Vietnam Savaşı’na karşı gösterdiği tavrı hayatı boyunca hiç değiştirmedi. Sistem tarafından kabul görmediğini, oyunbozan olduğunu elbette biliyordu. ABD dışındaki ilk kez Londra'da Henry Cooper'in rakibi oldu. Maç öncesi İngiliz Kraliçesi Elizabeth, Cooper ile görüşmüş Muhammed Ali'yle görüşme yapmamıştı. Maçtan önce Ali, Kraliçeye inat “Boksörlerin kralı olacağım" diyerek nazire yapmıştı. Ve oldu.

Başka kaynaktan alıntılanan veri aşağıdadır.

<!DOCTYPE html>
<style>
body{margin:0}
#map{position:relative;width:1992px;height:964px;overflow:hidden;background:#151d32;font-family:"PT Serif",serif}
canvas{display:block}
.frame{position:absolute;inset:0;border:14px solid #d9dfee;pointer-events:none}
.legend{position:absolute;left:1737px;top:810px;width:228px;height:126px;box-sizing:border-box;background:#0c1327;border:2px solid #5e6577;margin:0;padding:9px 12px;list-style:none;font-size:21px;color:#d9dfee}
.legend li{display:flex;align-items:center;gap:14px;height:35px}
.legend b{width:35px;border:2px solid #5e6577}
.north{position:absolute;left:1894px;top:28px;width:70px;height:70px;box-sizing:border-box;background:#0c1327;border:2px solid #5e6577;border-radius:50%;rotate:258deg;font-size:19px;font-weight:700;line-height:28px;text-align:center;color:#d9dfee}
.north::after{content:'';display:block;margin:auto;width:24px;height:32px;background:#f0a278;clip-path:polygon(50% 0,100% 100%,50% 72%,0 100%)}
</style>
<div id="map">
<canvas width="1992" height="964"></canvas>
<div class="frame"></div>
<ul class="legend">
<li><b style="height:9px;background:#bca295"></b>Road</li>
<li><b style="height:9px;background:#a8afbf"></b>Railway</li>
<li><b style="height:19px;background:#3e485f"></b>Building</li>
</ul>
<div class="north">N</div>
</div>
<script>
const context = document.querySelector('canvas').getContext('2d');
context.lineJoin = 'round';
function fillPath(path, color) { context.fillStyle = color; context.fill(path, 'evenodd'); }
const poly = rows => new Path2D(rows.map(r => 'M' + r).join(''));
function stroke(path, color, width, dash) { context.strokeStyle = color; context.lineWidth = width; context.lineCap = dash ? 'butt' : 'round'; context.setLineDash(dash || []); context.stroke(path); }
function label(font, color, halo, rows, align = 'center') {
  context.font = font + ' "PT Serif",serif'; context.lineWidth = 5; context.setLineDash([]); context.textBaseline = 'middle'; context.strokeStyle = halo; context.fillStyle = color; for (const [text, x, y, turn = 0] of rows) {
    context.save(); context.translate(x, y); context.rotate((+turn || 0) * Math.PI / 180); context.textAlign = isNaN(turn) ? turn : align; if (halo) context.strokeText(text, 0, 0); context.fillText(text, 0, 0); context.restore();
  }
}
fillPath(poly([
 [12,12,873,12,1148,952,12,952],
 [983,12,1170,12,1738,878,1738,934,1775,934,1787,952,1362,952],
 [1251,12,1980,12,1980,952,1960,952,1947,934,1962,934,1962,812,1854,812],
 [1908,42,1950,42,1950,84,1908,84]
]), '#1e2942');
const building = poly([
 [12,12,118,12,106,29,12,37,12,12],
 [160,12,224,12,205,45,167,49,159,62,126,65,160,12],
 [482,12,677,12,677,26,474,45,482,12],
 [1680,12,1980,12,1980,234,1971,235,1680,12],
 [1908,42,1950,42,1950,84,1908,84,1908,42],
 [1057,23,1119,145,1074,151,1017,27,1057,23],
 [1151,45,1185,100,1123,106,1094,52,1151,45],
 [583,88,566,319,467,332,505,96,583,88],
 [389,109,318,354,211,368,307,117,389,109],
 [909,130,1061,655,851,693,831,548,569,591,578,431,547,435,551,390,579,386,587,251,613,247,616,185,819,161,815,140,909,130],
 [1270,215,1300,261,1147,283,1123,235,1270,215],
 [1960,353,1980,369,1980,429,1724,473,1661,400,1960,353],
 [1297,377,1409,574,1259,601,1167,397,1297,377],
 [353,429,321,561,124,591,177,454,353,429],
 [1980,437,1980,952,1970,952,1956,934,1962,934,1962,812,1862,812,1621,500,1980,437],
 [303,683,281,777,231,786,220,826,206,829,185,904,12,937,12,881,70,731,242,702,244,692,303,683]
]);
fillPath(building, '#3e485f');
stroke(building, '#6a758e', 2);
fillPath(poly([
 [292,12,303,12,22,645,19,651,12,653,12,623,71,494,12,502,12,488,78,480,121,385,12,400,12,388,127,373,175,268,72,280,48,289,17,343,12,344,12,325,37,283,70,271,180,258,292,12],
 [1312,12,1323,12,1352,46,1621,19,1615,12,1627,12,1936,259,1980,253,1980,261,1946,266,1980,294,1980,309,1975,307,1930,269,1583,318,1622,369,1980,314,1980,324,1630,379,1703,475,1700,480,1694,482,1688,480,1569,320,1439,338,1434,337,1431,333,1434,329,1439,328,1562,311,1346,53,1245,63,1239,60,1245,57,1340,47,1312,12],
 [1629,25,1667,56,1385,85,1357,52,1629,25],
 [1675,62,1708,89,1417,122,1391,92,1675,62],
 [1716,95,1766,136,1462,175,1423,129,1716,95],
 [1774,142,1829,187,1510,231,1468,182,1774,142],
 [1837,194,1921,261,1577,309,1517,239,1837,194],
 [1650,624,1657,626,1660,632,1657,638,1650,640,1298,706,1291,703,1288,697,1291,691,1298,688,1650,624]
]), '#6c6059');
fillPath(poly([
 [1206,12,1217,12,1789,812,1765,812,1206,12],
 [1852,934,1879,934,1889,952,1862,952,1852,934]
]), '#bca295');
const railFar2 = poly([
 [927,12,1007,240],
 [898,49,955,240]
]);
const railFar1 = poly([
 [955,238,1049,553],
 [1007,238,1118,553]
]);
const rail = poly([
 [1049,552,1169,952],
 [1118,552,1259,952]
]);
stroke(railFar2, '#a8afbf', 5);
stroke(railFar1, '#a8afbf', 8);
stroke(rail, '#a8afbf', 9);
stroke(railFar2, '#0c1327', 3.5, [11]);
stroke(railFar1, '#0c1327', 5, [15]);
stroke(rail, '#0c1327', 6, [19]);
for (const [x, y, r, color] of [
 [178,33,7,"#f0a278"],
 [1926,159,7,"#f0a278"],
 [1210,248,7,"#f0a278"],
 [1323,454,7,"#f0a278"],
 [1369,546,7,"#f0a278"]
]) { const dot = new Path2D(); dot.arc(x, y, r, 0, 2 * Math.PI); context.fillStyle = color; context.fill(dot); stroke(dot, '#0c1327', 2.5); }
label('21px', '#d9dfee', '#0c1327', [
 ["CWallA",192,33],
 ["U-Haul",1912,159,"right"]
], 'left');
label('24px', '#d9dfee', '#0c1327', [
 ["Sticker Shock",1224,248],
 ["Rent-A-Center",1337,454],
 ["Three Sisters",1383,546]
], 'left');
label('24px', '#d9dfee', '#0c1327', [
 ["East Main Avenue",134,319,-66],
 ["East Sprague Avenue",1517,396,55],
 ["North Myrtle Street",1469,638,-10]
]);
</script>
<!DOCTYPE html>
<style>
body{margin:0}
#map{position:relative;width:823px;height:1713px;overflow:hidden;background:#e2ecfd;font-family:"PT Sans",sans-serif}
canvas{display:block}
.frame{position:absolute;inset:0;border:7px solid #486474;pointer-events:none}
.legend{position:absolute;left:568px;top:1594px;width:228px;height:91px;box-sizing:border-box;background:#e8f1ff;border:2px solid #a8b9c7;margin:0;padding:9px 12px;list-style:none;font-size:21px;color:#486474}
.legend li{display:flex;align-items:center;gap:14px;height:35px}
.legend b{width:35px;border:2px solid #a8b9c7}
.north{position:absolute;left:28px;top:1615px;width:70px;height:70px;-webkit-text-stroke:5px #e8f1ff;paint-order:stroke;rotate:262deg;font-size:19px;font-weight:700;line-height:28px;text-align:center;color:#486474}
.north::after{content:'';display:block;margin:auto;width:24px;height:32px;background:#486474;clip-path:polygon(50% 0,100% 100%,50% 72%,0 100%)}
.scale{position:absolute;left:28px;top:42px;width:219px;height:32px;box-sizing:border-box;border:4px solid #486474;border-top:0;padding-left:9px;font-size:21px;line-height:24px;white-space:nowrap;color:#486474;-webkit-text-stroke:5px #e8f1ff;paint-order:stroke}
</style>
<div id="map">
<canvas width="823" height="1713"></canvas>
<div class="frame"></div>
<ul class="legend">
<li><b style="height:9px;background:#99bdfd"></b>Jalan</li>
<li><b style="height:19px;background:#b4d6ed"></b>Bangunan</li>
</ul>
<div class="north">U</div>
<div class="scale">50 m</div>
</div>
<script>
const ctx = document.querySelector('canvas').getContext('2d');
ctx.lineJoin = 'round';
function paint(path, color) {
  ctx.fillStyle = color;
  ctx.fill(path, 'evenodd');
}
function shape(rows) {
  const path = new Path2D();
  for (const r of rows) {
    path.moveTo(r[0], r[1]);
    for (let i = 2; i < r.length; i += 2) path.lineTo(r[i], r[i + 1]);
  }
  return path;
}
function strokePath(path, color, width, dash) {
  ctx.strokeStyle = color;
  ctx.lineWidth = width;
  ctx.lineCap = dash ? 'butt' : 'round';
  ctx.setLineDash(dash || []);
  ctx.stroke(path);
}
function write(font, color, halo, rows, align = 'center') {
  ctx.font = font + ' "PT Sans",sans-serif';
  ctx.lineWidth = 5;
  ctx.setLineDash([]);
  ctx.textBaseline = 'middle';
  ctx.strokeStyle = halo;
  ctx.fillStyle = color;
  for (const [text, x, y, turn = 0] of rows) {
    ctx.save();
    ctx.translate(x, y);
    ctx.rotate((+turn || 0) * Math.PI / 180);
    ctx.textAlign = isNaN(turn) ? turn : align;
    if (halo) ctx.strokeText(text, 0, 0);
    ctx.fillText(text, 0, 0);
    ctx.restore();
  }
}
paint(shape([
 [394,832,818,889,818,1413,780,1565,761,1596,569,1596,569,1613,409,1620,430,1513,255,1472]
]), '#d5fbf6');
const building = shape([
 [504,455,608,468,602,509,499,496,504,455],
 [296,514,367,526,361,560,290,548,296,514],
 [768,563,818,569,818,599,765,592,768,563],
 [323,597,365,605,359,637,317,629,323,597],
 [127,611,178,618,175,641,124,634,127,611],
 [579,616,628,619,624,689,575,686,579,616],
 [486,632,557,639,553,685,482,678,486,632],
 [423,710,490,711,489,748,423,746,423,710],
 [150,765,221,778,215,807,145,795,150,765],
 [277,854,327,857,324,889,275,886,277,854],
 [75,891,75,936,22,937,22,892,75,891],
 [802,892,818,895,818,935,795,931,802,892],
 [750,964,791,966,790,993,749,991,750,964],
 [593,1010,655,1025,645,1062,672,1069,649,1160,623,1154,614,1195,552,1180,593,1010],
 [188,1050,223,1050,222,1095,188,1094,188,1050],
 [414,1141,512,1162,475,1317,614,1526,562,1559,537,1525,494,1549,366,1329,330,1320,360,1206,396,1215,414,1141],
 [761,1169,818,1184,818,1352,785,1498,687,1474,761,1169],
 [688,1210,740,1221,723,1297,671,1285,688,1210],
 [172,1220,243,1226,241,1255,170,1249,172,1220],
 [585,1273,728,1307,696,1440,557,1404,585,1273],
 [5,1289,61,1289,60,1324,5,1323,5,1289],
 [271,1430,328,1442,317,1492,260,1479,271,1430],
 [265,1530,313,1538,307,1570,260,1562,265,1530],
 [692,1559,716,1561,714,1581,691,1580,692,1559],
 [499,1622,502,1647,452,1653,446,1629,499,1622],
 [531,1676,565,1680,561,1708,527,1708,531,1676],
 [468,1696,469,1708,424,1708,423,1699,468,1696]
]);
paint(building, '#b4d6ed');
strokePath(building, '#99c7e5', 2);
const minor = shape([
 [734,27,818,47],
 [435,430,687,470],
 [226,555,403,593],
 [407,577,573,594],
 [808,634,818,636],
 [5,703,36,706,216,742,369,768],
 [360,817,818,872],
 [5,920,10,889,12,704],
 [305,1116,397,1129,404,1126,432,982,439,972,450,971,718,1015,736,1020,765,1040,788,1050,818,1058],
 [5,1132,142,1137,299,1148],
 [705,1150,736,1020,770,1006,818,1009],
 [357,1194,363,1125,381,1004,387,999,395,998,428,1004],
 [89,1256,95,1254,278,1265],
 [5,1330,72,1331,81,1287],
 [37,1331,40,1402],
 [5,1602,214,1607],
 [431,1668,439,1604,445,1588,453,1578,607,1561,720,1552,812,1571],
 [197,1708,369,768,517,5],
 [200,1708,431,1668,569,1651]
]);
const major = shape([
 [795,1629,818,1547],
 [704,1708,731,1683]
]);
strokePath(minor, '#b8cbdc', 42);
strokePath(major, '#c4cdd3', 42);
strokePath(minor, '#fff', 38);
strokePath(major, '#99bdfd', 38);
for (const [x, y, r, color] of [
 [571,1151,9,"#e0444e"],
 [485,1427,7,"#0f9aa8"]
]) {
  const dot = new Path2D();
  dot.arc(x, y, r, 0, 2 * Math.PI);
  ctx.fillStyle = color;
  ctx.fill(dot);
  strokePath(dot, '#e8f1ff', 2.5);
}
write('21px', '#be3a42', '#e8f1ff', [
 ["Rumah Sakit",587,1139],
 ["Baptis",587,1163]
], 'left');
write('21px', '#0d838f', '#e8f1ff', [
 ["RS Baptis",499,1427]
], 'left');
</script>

Birçok otorite ve yayıncı tarafından "Yüzyılın Sporcusu", "Yüzyılın Spor Adamı" seçilen Ali, sadece ringdeki yeteneğiyle değil, maçlardan önceki ve sonraki açıklamaları ve iddialı sözleriyle de ünlüydü. Ali, "Nasıl hatırlanmak istersiniz?" sorusuna "Halkını hiçbir zaman satmayan bir insan olarak. Ama bu çok fazlaysa o zaman sadece iyi bir boksör olarak. Hatta ne kadar iyi olduğumdan bahsetmeseniz de olur." diye yanıt vermişti.